Callulops fojaensis
- Conservation status: Data Deficient (IUCN 3.1)

Scientific classification
- Kingdom: Animalia
- Phylum: Chordata
- Class: Amphibia
- Order: Anura
- Family: Microhylidae
- Genus: Callulops
- Species: C. fojaensis
- Binomial name: Callulops fojaensis Oliver, Richards and Tjaturadi, 2012

= Callulops fojaensis =

- Authority: Oliver, Richards and Tjaturadi, 2012
- Conservation status: DD

Species of frog

Callulops fojaensis is a species of frog in the family Microhylidae. It is only known from the Foja mountains in West Papua (Indonesia).

==Description==
Callulops fojaensis is known from the type series consisting of two male specimens measuring 52 and 53 mm in snout–vent length. Body is robust and pear-shaped, with wide head that is not distinct from the body. Limbs are short and robust. Iris is dark reddish brown. Tympanum is barely visible. Overall colouration is uniformly pale brown. Dorsal and lateral surfaces of head are slightly darker than dorsal and lateral surfaces of torso. Exposed surfaces of limbs are moderately pale brown, with forelimbs slightly darker than hind limbs and torso. Venter is very pale with faint brown mottling, darker on throat.
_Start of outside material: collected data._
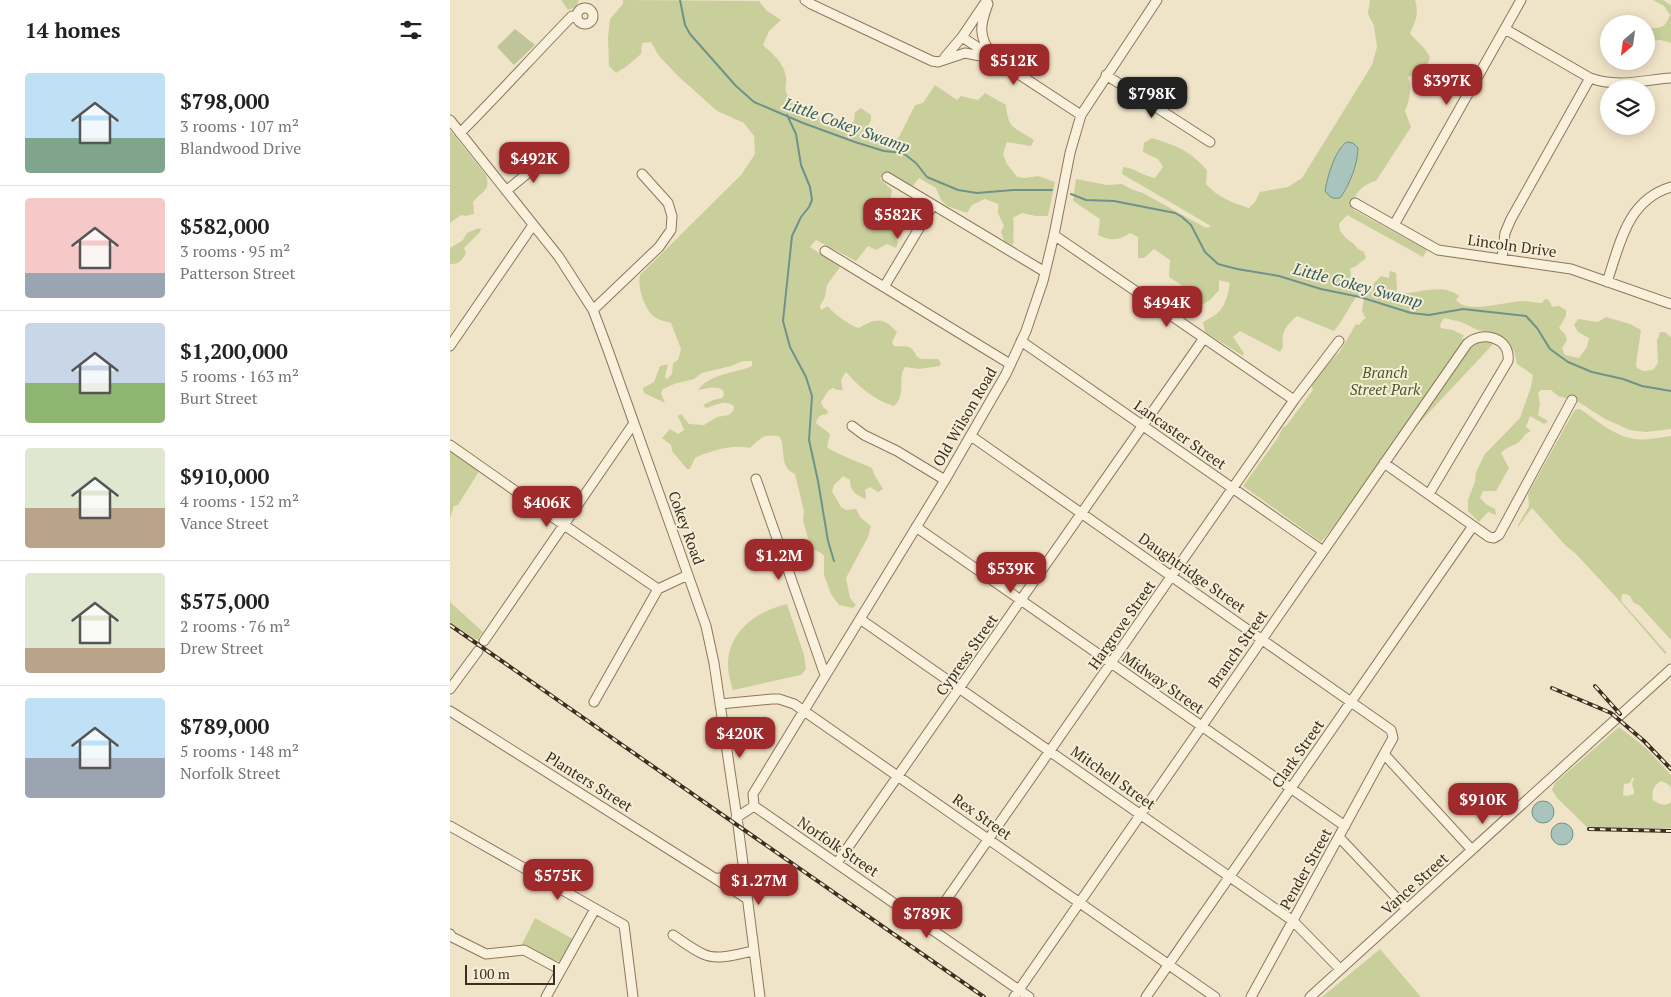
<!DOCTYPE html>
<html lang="en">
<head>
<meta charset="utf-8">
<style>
	:root { --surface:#fff; --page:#f6f6f6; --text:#222; --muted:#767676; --line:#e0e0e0; --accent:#9e2a2b }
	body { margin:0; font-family:"PT Serif",serif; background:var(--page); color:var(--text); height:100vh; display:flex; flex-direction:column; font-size:19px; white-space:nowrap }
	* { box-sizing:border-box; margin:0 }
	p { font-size:16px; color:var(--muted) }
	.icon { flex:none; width:28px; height:28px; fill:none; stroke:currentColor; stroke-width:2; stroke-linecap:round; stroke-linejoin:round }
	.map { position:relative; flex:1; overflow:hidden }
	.panel { display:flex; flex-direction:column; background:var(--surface); width:450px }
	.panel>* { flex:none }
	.needle { width:32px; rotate:209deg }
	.buttons { position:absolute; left:1150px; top:15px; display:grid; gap:10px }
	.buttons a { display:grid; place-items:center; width:55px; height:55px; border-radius:50%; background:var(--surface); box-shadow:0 2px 12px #0003; font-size:25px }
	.scale { position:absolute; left:15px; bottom:12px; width:90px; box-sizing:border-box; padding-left:5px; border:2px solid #3d2e20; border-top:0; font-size:14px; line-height:18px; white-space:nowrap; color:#3d2e20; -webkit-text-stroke:4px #f7eed8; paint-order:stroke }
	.price { position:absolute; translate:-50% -42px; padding:0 11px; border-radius:10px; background:var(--accent); color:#fff; font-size:16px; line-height:32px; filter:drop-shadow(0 1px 2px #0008) }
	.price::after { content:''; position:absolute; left:50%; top:30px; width:15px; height:11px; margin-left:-8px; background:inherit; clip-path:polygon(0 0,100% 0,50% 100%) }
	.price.active { background:#222; color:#fff }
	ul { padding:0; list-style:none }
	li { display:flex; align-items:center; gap:15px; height:125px; padding:0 25px }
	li+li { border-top:1px solid var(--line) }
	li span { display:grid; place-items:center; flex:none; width:140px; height:100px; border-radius:5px; color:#555 }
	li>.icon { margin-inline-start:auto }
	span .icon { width:60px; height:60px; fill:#fffc; stroke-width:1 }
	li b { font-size:21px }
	h2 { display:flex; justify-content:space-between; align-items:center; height:60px; padding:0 25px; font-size:21px }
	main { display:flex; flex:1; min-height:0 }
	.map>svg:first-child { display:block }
</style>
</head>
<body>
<main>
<section class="panel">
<h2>14 homes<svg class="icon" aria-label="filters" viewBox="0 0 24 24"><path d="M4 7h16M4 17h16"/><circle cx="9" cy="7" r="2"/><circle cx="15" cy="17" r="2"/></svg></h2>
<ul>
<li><span style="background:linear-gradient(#bfe0f5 65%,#7fa58c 0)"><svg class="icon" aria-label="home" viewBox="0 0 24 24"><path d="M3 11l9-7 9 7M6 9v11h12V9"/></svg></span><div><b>$798,000</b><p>3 rooms · 107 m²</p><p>Blandwood Drive</p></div></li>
<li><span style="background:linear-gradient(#f6c9c9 75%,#9aa5b1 0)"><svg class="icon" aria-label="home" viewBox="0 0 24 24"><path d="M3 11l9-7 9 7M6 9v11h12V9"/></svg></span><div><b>$582,000</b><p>3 rooms · 95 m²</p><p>Patterson Street</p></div></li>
<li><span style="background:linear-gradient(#c9d6e8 60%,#8fb573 0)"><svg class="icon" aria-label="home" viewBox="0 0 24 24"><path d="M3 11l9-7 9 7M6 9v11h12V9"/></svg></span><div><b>$1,200,000</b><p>5 rooms · 163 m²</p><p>Burt Street</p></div></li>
<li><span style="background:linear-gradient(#dfe7d0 60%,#b9a48a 0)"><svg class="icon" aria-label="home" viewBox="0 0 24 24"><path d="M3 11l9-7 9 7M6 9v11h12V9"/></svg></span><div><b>$910,000</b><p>4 rooms · 152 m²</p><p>Vance Street</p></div></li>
<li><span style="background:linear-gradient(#dfe7d0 75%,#b9a48a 0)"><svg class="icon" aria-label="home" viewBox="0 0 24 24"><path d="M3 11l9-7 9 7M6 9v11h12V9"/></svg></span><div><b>$575,000</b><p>2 rooms · 76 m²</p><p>Drew Street</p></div></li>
<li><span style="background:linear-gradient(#bfe0f5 60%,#9aa5b1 0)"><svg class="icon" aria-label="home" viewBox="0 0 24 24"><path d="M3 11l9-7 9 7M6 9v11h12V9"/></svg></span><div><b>$789,000</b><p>5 rooms · 148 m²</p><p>Norfolk Street</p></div></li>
</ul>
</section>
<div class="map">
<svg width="1221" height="997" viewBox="0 0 1221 997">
	<rect width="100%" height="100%" fill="#f0e4c8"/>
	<path fill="#c9cf9b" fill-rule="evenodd" d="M111,0H129L126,7L118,10Z
		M173,0L309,1L317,11L331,20L319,31L313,45C323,54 334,63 336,77C337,81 335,88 336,92C342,109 382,123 397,126L404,121L405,112L411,108L421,115V121L417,127L442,142L449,137L465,105L473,103L485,85L507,100L511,96L528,100L535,93L556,105C558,130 565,127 584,140L581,146L557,142L553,154L557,164L567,177L575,178L588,176L605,182L598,216H586L572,213L563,218C565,227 562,233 564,242L562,245L554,241L551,232L554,226L548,213V204L535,199L522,205L517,213L497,206L491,200L486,188L469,178L463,186L433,175L430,179L442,190L441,197L435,208L433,220L445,235L448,243L446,248L437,244L426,250L418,246L406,261L366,240L360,247L390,267L377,285L375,297L370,306L371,310L378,306C382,313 401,326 409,328C426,318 433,317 447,332L442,342L444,346C456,347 461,343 467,357L472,359H488L491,363L490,366L469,369L455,367C447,378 457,395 444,406C424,400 410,388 396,372L391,380L393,390H387L383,388L379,390L371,402L373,407L378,411L377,414C370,415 368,416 366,423L380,434L377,447C388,455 408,461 422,468L425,476L433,489L428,492L420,487L415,490L416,497L415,499C405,494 400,491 400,480L393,476L384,485L382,491L391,507L396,510L406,509L411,518L421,526L418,537L396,578L400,598L406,605L403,608L389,605L381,594L374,575V556L371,553L361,548L353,521L354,511L345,474C329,467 336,451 330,437C314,433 311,438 300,448C283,444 260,451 245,458L240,469H237L222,451L221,445L212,438L220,429L228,434L234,430L228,416L231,414L239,424L254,425L267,417L279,415L284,410V406C274,399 267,405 256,408L253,405L263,400L272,398L274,395L273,390C265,385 257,389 248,390C259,374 285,373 302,366V361H293L281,366L252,373L244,379L224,384L213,389L211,393L215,403L194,393L193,388L204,382L210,366L218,364L215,377L217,379L222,374L223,363L228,360L231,349L221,323C216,321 211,321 206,318C195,311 187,288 190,275L291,175L305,154L304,136L294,123L267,111L228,76L209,56L201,42L192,43L191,54L177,66L166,73L159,66L158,38L160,19L173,4Z
		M920,0H965C969,13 966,21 960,33C966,42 977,48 980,58L975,70L958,77C962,90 960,99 955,111L961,127L926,181C912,184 901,196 904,210L977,250L973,257L897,215L889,224L890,231L896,238L904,244L908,249L914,252L916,258L906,266L900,269L902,281L922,292L924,283L931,276L939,278L940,271L946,273L947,287L946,294C966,294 992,282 1009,296L1006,300C1018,315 1056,301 1072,301C1079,301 1085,303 1092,303L1095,299L1099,300L1102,307L1109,306L1116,310V316L1109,328L1115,334L1117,340L1112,348L1115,355L1129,358L1137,347L1139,338L1128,332L1124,325L1128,319L1148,322L1156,317L1180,324L1191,330L1186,364L1187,368L1193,371L1203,370L1208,363L1207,341L1210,332H1215L1221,337V429L1196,432L1180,430L1155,419L1127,401L1108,396L1101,390H1091L1088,393L1090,404L1088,415L1098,421L1094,424L1080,416L1076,427L1081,431C1073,434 1074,438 1069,442C1063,447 1057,446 1051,453L1059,468L1046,491H1033L1030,498L1037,505L1045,509L1046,515L1038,512L1029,522L1018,511V500L1025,482L1026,472L1035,454L1070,418L1081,387L1083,375L1067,364L1064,351L1052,338L1042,333L1028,330L1011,322L994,318L990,325L991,328L1003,330L1015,336L1010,338L1046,341L928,467L917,485L871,542L793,486L827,439L833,427L836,426L863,390L861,383L888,353H889L906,324L909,325L914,319H916L912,311L914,297L908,295C899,306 893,321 884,331L847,316C836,326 831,331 833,347L830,352L790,331L783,337L794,353L793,356L755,332L753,322C773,313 776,304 780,283L769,280V290L760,300L751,305L734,295L731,285L719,277L720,260L704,249L694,258H688V237L680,233C669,241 660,241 648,235L650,219L623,201L626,179L657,185L672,184L681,189L693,193L756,228L761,226L672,174L673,167C685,168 693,176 705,178L713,167L708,159L693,152L694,143L702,138C727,146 739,150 757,170L756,184C767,197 783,203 799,208L805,202L810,192L838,187L852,178L922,65L927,47L924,26L918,14Z
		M1203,0H1213L1221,5V43L1211,40L1196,41V30C1210,26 1214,31 1220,15L1214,6Z
		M0,130L36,175C41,191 32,191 23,202L24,214L16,216L11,215L0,223Z
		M31,228L30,232L14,248L16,253C11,262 9,264 0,264V248L13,240L17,233L26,229Z
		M1127,409H1130C1146,420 1165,437 1186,439C1197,441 1210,437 1221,436V643V640L1190,606L1183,602L1180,596L1176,594H1173L1171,598L1172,602L1217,653L1215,654L1166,597L1125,553L1116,546L1082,508L1068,527V525L1079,506L1078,494L1124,411Z
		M0,448L21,465L28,469V473L8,505L4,506L0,518Z
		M0,602L33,632L29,637V640L25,639L0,622Z
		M337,604L354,655L356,669L351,675L283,690C266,645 295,614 337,604Z
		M1169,727L1196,748L1221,775V788L1218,784L1211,781C1204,785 1201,792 1203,800C1209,804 1215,807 1221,802V828H1138L1107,798L1102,790L1105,783ZM1182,778H1184L1182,784L1184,790V794L1177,796L1173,795L1174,784L1180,783Z
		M85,918L123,939L111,961C99,964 85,947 71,946Z
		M930,949L971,997H872Z"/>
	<path fill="#bfc49a" d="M65,29L85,45L64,65L47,47Z"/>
	<path fill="#a9c4bc" stroke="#6f938a" d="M897,142L903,143L908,148C908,164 899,186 890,198C881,199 880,197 875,191C877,178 885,149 897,142Z
		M1082 812a11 11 0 1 1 22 0a11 11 0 1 1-22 0Z
		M1101 834a11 11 0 1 1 22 0a11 11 0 1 1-22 0Z"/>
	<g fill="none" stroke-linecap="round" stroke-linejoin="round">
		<path stroke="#6f938a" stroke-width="2" d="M230,0L235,25L240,34L286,86L304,102L353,123L405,142L434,151L453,153L466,163L477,177L508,190L527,193L563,190H602
			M337,115L346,134L351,165L360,187L362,200L359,207L351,217L342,236L333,321L340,347L356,377L362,396L359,440L368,481L378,541L384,561
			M621,194L636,200L664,201L725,213L732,217L741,225L755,252L768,264L787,269L829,276L871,289L910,297L961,313L979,315L1013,309L1076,316L1087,328L1100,349L1118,362L1142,372L1173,379L1192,386L1221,391"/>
		<g stroke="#8d765c" stroke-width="11">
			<path id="minor" d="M355,0L361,4L482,61L488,62L515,53L545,59
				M538,4C530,25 528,36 542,55
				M127 16a8 8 0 1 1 16 0a8 8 0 1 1-16 0Z
				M1055,29L1140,78C1168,88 1193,80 1221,78
				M512,37L631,115
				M495,57L512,37L537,0
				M656,75L760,142
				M0,120L109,257L143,310L158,350L238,575L256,626L264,663L288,825L310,997
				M10,133C48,95 84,55 122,16H126
				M437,177L595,272
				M56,191L96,158
				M905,203L988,250L1121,269L1221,304
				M944,225L1071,0
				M604,235L844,400
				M375,251L560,364
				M1052,258L1055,233L1061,219L1140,78
				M1157,282C1170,244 1177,200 1221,187
				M434,287L483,205
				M143,310L209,247L221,230L222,216L218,203L192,174
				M571,341L873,551
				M0,346L83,225
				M402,426L414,435L447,451L495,480
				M521,436L941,730L943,738L934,754L1022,850
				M0,445L114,525L208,589
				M934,463L1039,537L1044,538L1049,535L1122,400
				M306,479L375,675
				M466,527L895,826
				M410,619L843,921L890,969
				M34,641L184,423
				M0,689L28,651
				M144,702L208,589L238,575
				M270,704L322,699H329L344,704L765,997
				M0,711L296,898
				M304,806L579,997
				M286,818L304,806L303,794L495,480L556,374L576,331L593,281L604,235L620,153L631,115L707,0
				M0,826L174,925L183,997
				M889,837L957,909
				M387,863L754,338
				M268,878L281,880L294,878
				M478,926L844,400L889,341
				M0,934L2,937L36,954L74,950L111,970
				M223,935C232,941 242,949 253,954C268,961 288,954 303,951
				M96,997L145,909
				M564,997L1017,344C1031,330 1061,337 1058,361L979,494
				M696,997L1023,526
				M801,997L934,754
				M860,997L1221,669"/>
		</g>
		<use href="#minor" stroke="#faf1dc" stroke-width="9"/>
		<g stroke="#3d2e20" stroke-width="4">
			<path id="rail" d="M0,625L534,997
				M1145,686L1170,714
				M1102,688L1161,713L1194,741L1221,769
				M1139,829L1221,831"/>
		</g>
		<use href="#rail" stroke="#f7eed8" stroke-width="2" stroke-dasharray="5.5" stroke-linecap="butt"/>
	</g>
	<g text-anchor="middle" stroke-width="4" stroke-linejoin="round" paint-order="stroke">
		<g font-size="15" fill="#3d2e20" stroke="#f7eed8">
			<text transform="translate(1062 246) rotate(8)" y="5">Lincoln Drive</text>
			<text transform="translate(515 417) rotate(-60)" y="5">Old Wilson Road</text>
			<text transform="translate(730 435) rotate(35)" y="5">Lancaster Street</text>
			<text transform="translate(236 528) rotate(70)" y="5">Cokey Road</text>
			<text transform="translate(742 573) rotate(35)" y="5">Daughtridge Street</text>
			<text transform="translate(672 625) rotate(-55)" y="5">Hargrove Street</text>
			<text transform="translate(788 649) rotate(-55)" y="5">Branch Street</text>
			<text transform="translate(517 655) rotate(-55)" y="5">Cypress Street</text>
			<text transform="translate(713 683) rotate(35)" y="5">Midway Street</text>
			<text transform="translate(848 754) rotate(-55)" y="5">Clark Street</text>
			<text transform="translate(663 778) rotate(35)" y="5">Mitchell Street</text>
			<text transform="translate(139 782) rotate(32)" y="5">Planters Street</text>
			<text transform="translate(532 817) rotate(35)" y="5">Rex Street</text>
			<text transform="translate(388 847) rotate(34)" y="5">Norfolk Street</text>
			<text transform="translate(856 869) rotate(-61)" y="5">Pender Street</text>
			<text transform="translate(965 884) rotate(-42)" y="5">Vance Street</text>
		</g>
		<g font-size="15" font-style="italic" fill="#4d5a26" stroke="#f7eed8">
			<text x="935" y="378">Branch<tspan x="935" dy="17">Street Park</tspan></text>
		</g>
		<g font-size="16" font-style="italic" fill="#2f5d5a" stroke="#f7eed8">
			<text transform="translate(397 125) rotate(20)" y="6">Little Cokey Swamp</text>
			<text transform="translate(908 285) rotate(15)" y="6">Little Cokey Swamp</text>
		</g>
	</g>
</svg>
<div class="buttons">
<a><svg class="needle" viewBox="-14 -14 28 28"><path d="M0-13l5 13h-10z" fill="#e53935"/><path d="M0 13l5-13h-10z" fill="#767676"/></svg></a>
<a><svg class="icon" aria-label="layers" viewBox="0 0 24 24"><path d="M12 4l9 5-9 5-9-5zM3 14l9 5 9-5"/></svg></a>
</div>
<div class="scale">100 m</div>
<b class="price" style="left:564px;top:86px">$512K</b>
<b class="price" style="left:997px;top:106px">$397K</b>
<b class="price active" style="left:702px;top:119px">$798K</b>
<b class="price" style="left:84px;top:184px">$492K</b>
<b class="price" style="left:448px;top:240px">$582K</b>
<b class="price" style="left:717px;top:328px">$494K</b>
<b class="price" style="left:97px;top:528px">$406K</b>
<b class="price" style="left:329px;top:581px">$1.2M</b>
<b class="price" style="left:561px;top:594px">$539K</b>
<b class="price" style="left:290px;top:759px">$420K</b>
<b class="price" style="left:1033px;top:825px">$910K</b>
<b class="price" style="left:108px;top:901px">$575K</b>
<b class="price" style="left:309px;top:906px">$1.27M</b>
<b class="price" style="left:477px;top:939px">$789K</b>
</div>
</main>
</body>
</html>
The advertisement call of male Callulops fojaensis is a series of loud, harsh barking notes aired at long intervals.

==Habitat==
The two known individuals were located calling from burrows in the forest floor during the late afternoon in a wet, mossy mid-montane forest, at about 1600 m asl. It appears to be a rare species as over four weeks of fieldwork did not reveal more specimens.